The legacy of Indian partition.

by Pankaj Mishra August 13, 2007

Sixty years ago, on the evening of August 14, 1947, a few hours 
before Britain's Indian Empire was formally divided into the 
nation-states of India and Pakistan, Lord Louis Mountbatten and his 
wife, Edwina, sat down in the viceregal mansion in New Delhi to watch 
the latest Bob Hope movie, "My Favorite Brunette." Large parts of the 
subcontinent were descending into chaos, as the implications of 
partitioning the Indian Empire along religious lines became clear to 
the millions of Hindus, Muslims, and Sikhs caught on the wrong side 
of the border. In the next few months, some twelve million people 
would be uprooted and as many as a million murdered. But on that 
night in mid-August the bloodbath-and the fuller consequences of 
hasty imperial retreat-still lay in the future, and the Mountbattens 
probably felt they had earned their evening's entertainment.

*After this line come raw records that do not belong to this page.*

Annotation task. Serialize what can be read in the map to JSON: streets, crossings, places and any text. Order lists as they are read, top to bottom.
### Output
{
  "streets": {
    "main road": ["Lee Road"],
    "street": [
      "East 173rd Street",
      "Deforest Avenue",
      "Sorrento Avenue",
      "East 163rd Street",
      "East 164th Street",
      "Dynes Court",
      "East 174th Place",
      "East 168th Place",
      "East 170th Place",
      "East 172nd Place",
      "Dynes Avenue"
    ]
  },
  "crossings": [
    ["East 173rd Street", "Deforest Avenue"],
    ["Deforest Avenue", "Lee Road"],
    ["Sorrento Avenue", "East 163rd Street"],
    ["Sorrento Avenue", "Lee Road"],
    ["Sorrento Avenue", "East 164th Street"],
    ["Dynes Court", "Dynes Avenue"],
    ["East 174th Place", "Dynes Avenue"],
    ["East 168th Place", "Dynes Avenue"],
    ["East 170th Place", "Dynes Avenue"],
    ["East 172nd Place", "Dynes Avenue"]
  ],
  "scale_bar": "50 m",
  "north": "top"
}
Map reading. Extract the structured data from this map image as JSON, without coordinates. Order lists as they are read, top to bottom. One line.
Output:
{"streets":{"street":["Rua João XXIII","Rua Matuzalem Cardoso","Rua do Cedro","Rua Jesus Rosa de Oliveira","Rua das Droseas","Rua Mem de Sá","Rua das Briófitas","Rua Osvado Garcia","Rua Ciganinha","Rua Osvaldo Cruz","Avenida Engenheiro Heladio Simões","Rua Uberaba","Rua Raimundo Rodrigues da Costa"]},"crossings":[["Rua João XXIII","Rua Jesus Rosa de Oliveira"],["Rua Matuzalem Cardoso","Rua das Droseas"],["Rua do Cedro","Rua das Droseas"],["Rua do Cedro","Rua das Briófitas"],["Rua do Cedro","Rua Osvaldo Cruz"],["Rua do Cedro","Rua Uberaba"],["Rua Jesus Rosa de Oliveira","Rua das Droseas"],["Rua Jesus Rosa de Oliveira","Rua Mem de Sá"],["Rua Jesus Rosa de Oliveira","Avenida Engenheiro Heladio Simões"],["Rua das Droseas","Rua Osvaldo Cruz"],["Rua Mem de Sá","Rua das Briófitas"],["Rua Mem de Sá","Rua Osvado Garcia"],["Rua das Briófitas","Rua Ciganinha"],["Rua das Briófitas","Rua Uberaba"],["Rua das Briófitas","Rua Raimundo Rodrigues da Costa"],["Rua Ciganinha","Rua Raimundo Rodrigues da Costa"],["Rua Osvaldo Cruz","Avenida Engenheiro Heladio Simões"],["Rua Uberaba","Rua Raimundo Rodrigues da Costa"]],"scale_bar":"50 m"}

Mountbatten, the last viceroy of India, had arrived in New Delhi in 
March, 1947, charged with an almost impossible task. Irrevocably 
enfeebled by the Second World War, the British belatedly realized 
that they had to leave the subcontinent, which had spiralled out of 
their control through the nineteen-forties. But plans for brisk 
disengagement ignored messy realities on the ground. Mountbatten had 
a clear remit to transfer power to the Indians within fifteen months. 
Leaving India to God, or anarchy, as Mohandas Gandhi, the foremost 
Indian leader, exhorted, wasn't a political option, however tempting. 
Mountbatten had to work hard to figure out how and to whom power was 
to be transferred.

The dominant political party, the Congress Party, took inspiration 
from Gandhi in claiming to be a secular organization, representing 
all four hundred million Indians. But many Muslim politicians saw it 
as a party of upper-caste Hindus and demanded a separate homeland for 
their hundred million co-religionists, who were intermingled with 
non-Muslim populations across the subcontinent's villages, towns, and 
cities. Eventually, as in Palestine, the British saw partition along 
religious lines as the quickest way to the exit.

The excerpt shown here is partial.